Said Professor Thompson: "This is largely because HGP-treated or Brahman animals achieve the extra muscle by slowing protein turnover in the live animal. This in turn impacts on the rate of tenderisation of meat after slaughter and results in a tough steak."
But the mechanism is not the same in all muscles, so only those muscles which have a faster protein turnover in the live animal will produce tougher steaks when treated with HGPs or produced from Brahman carcasses compared to muscles which have a low rate of protein turnover which will show no effect of these treatments.
Other systems that will be discussed include growth rate, where faster growing animals can either improve eating tenderness, or in some situations have no effect on tenderness of the beef.

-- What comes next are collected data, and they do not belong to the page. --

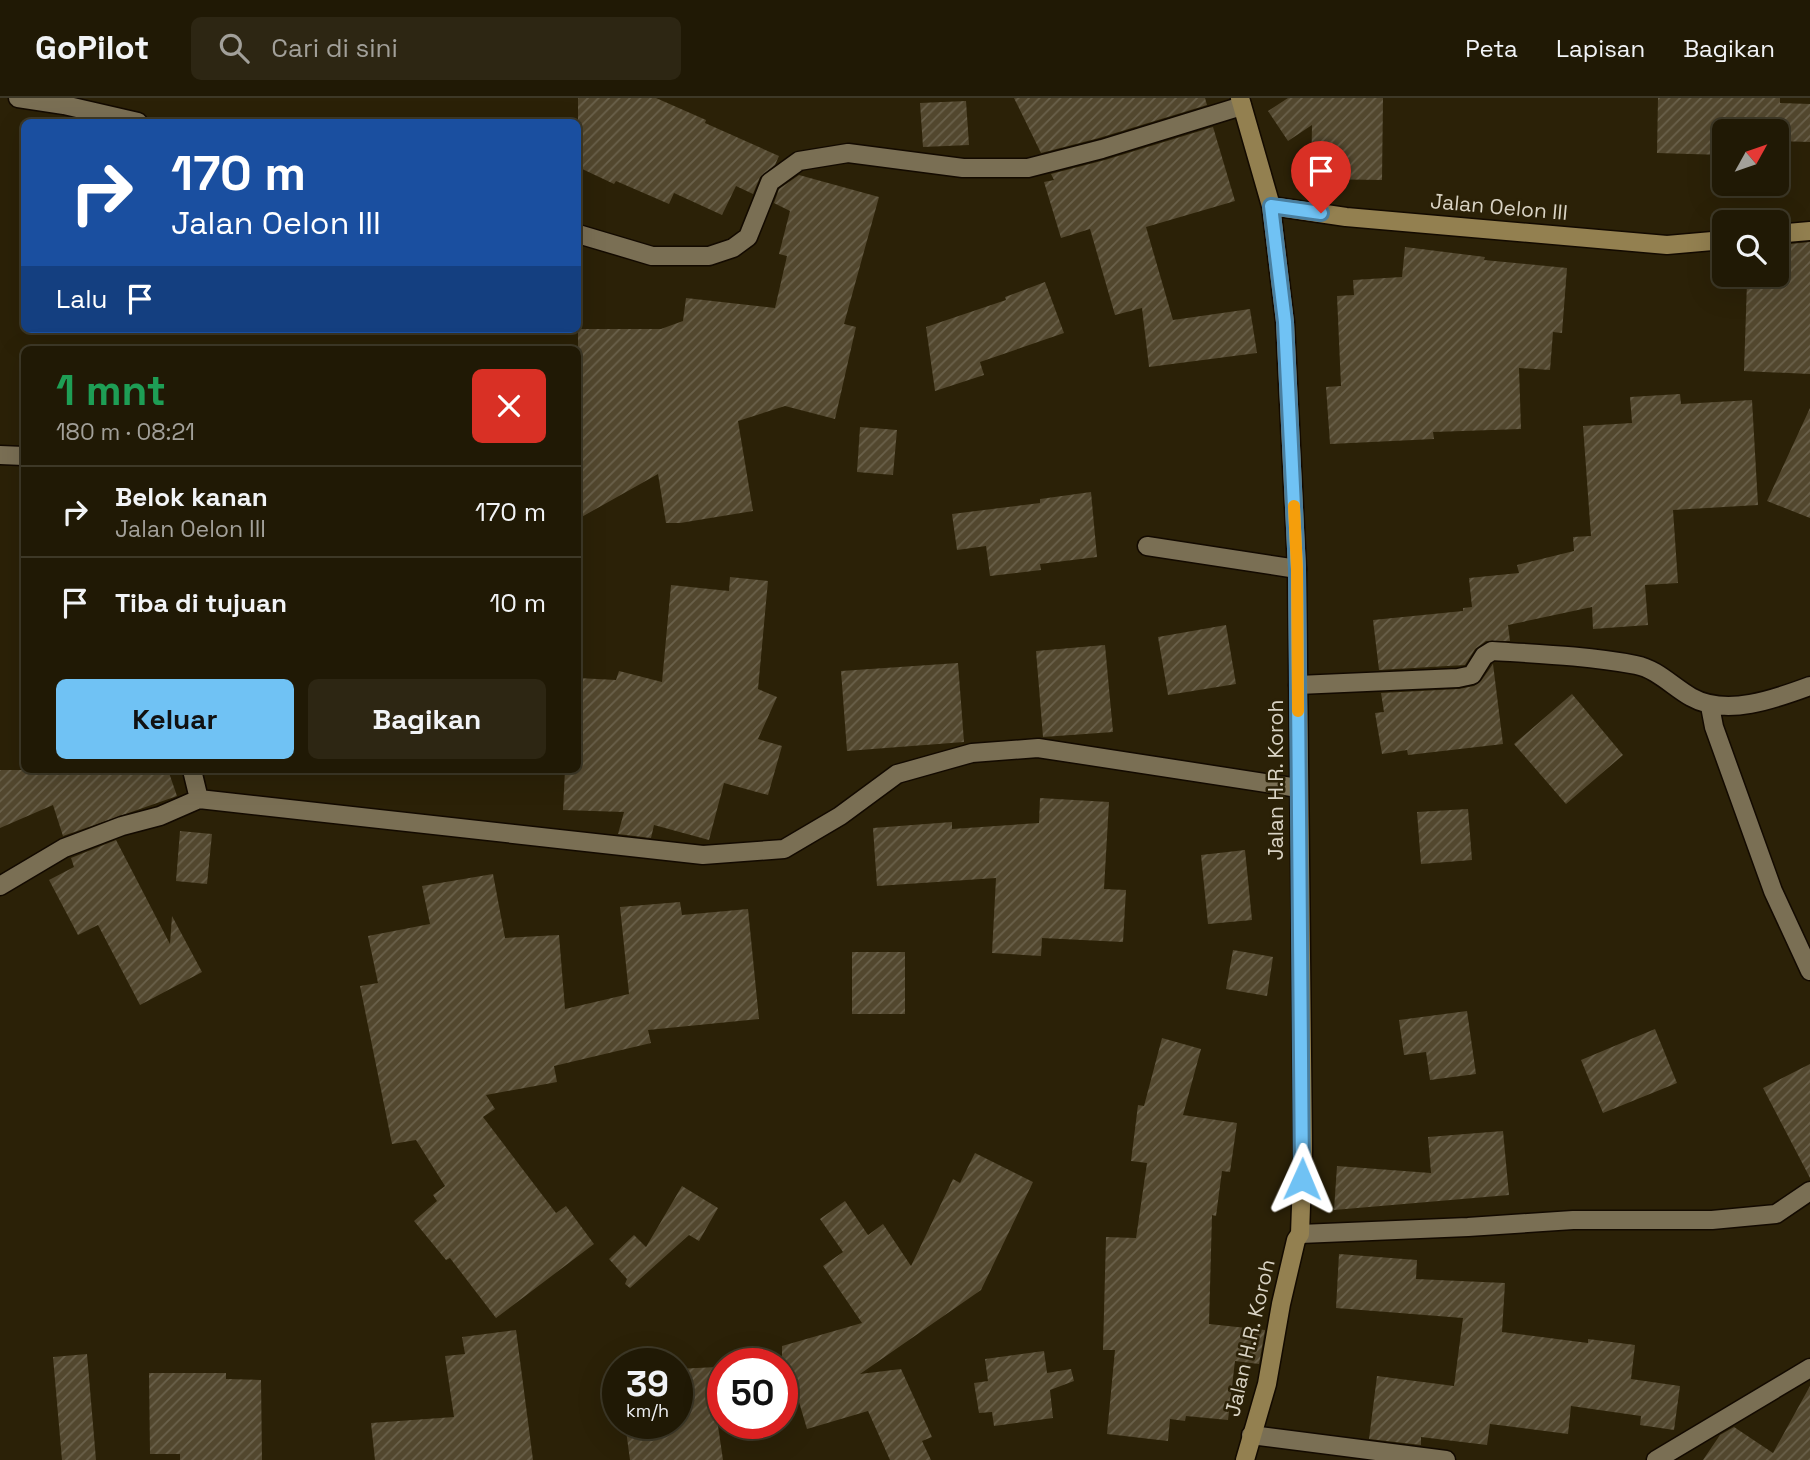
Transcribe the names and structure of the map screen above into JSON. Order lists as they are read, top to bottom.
{
  "streets": {
    "main road": ["Jalan Oelon III", "Jalan H.R. Koroh"]
  },
  "crossings": [
    ["Jalan Oelon III", "Jalan H.R. Koroh"]
  ],
  "north": "top right",
  "page": {
    "header": "GoPilot",
    "search": "Cari di sini",
    "nav": ["Peta", "Lapisan", "Bagikan"],
    "turn": ["170 m", "Jalan Oelon III"],
    "then": "Lalu",
    "heading": ["1 mnt", "180 m · 08:21"],
    "list": [
      {
        "name": "Belok kanan",
        "note": "Jalan Oelon III",
        "value": "170 m"
      },
      {
        "name": "Tiba di tujuan",
        "value": "10 m"
      }
    ],
    "buttons": ["Keluar", "Bagikan"],
    "speed": "39 km/h",
    "limit": "50"
  }
}
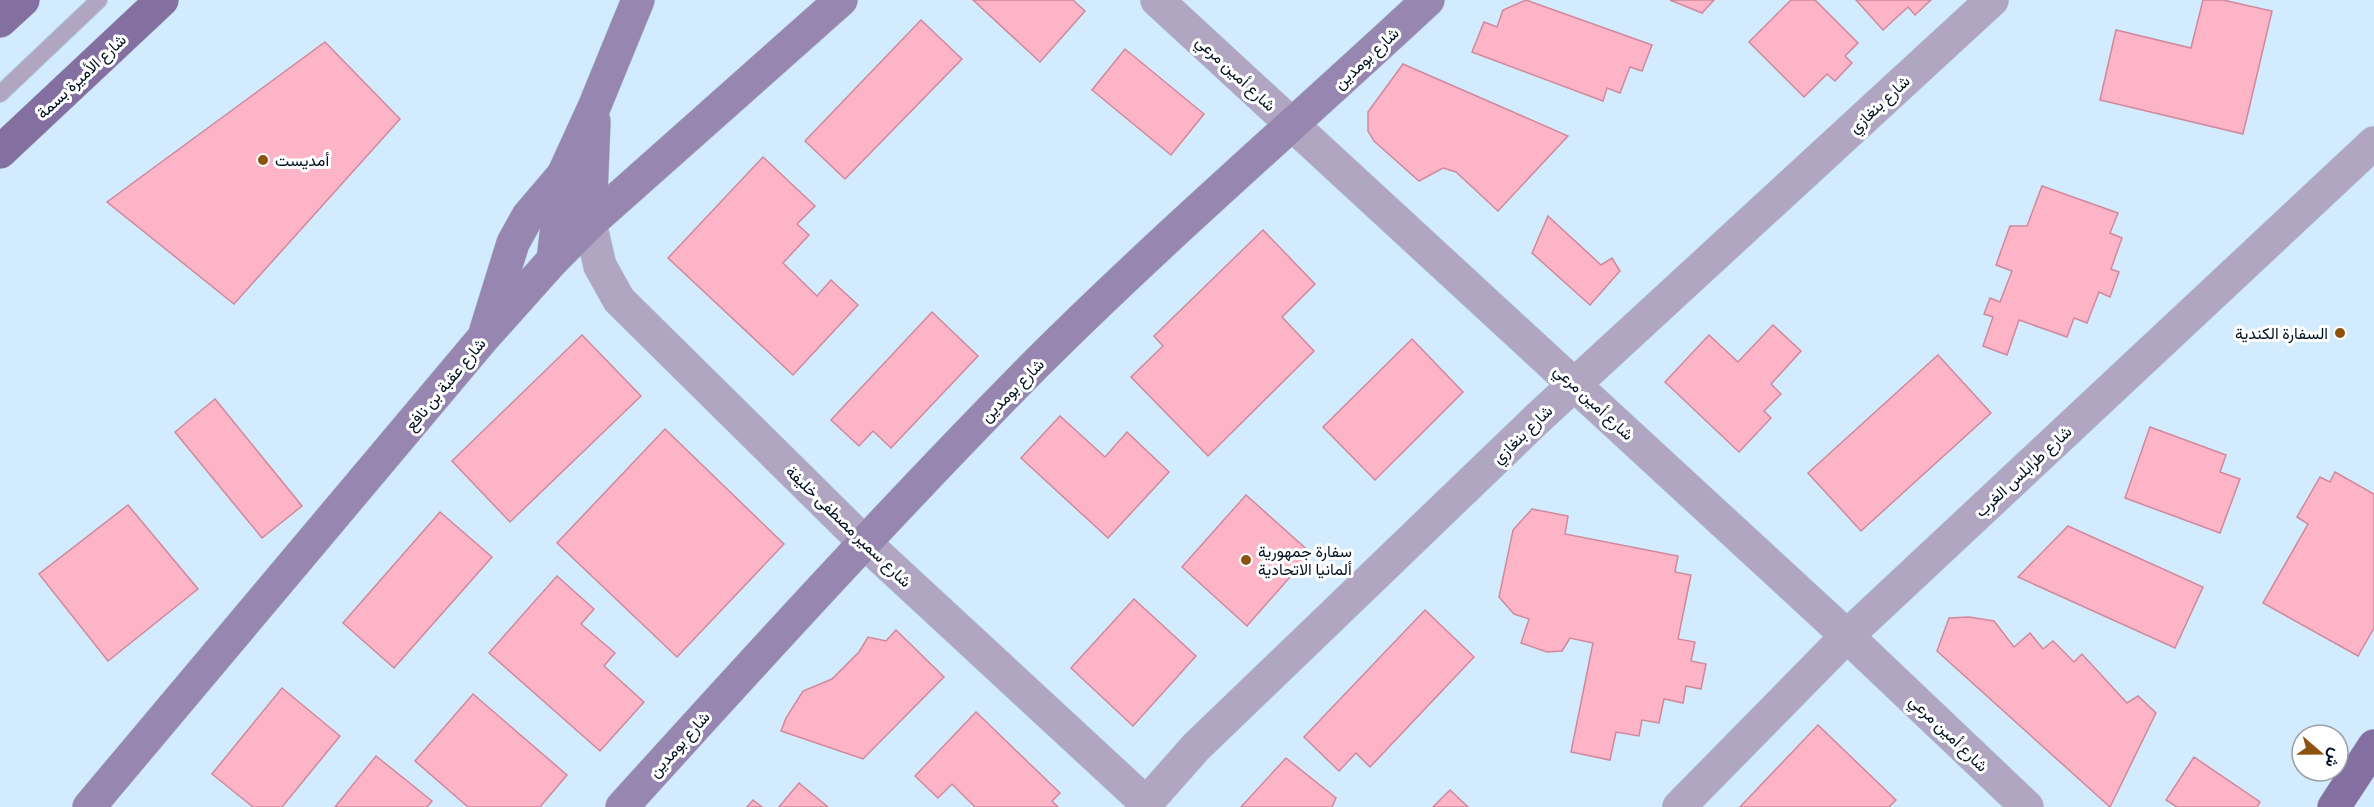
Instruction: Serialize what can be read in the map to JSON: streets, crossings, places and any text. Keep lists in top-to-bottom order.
{
  "streets": {
    "main road": ["شارع الأميرة بسمة"],
    "street": [
      "شارع بومدين",
      "شارع أمين مرعي",
      "شارع بنغازي",
      "شارع عقبة بن نافع",
      "شارع طرابلس الغرب",
      "شارع سمير مصطفى خليفة"
    ]
  },
  "crossings": [
    ["شارع بومدين", "شارع أمين مرعي"],
    ["شارع بومدين", "شارع سمير مصطفى خليفة"],
    ["شارع أمين مرعي", "شارع بنغازي"],
    ["شارع أمين مرعي", "شارع طرابلس الغرب"],
    ["شارع بنغازي", "شارع سمير مصطفى خليفة"],
    ["شارع عقبة بن نافع", "شارع سمير مصطفى خليفة"]
  ],
  "places": ["أمديست", "السفارة الكندية", "سفارة جمهورية ألمانيا الاتحادية"],
  "north": "right"
}
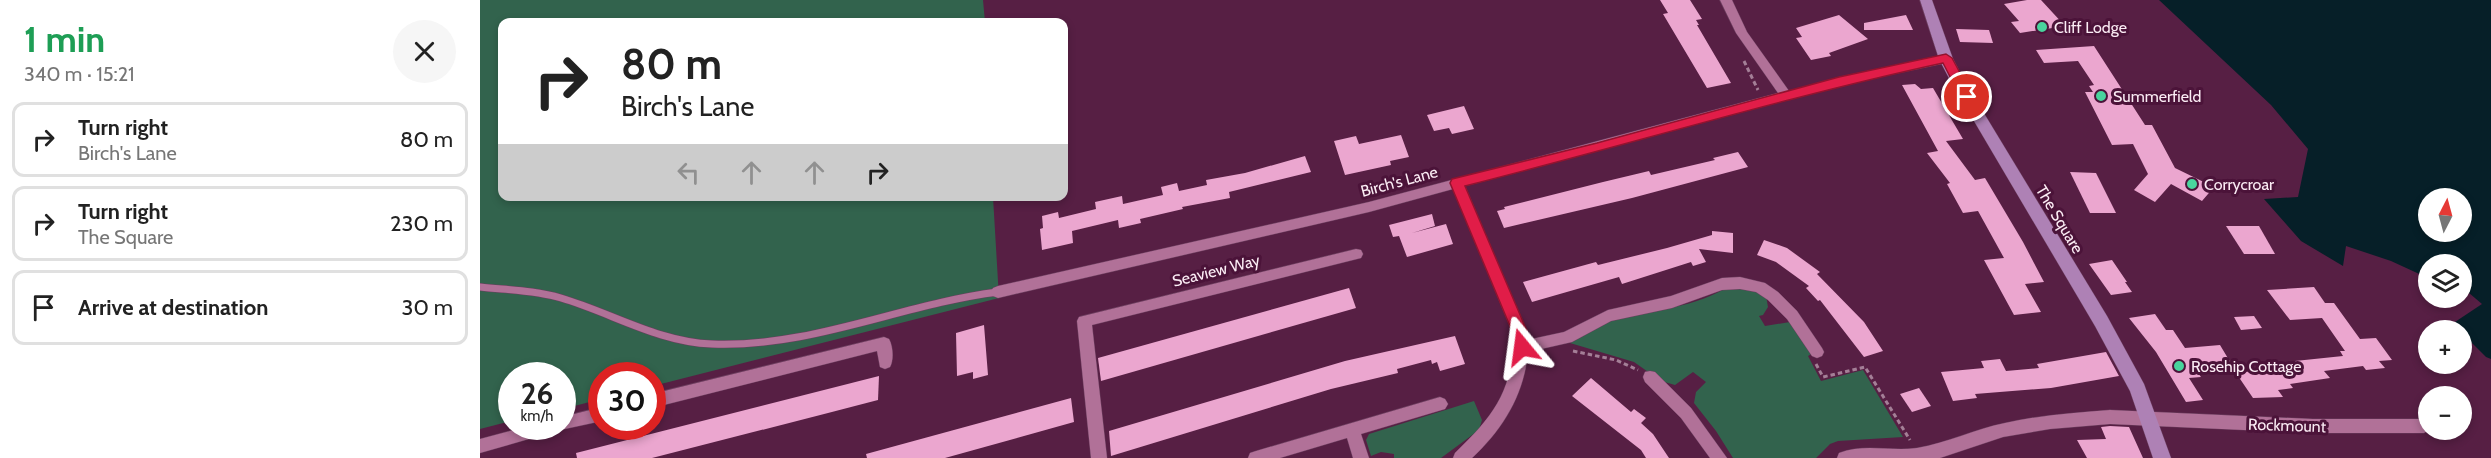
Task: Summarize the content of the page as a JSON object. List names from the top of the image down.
{
  "streets": {
    "main road": ["The Square"],
    "street": ["Birch's Lane", "Seaview Way", "Rockmount"]
  },
  "crossings": [
    ["Birch's Lane", "The Square"],
    ["The Square", "Rockmount"]
  ],
  "places": [
    "Cliff Lodge",
    "Summerfield",
    "Corrycroar",
    "Rosehip Cottage"
  ],
  "north": "top",
  "page": {
    "heading": ["1 min", "340 m · 15:21"],
    "turn": ["80 m", "Birch's Lane"],
    "list": [
      {
        "name": "Turn right",
        "note": "Birch's Lane",
        "value": "80 m"
      },
      {
        "name": "Turn right",
        "note": "The Square",
        "value": "230 m"
      },
      {
        "name": "Arrive at destination",
        "value": "30 m"
      }
    ],
    "map_buttons": ["+", "−"],
    "speed": "26 km/h",
    "limit": "30"
  }
}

Professor Thompson has worked extensively in the development of beef and sheep grading schemes which guarantee the tenderness of meat to the consumer. These systems have given Australia a unique advantage in making sure the consumer gets meat that eats as described.
"If we understand the mechanisms by which the extra muscle is produced this will help in developing pre- or post slaughter treatments which may help to overcome the problem" Professor Thompson said.
Professor John Thompson's Inaugural Lecture, The Influence of On-Farm Practices on the Eating Quality of Beef, starts at 7.330pm. It is free and open to the public.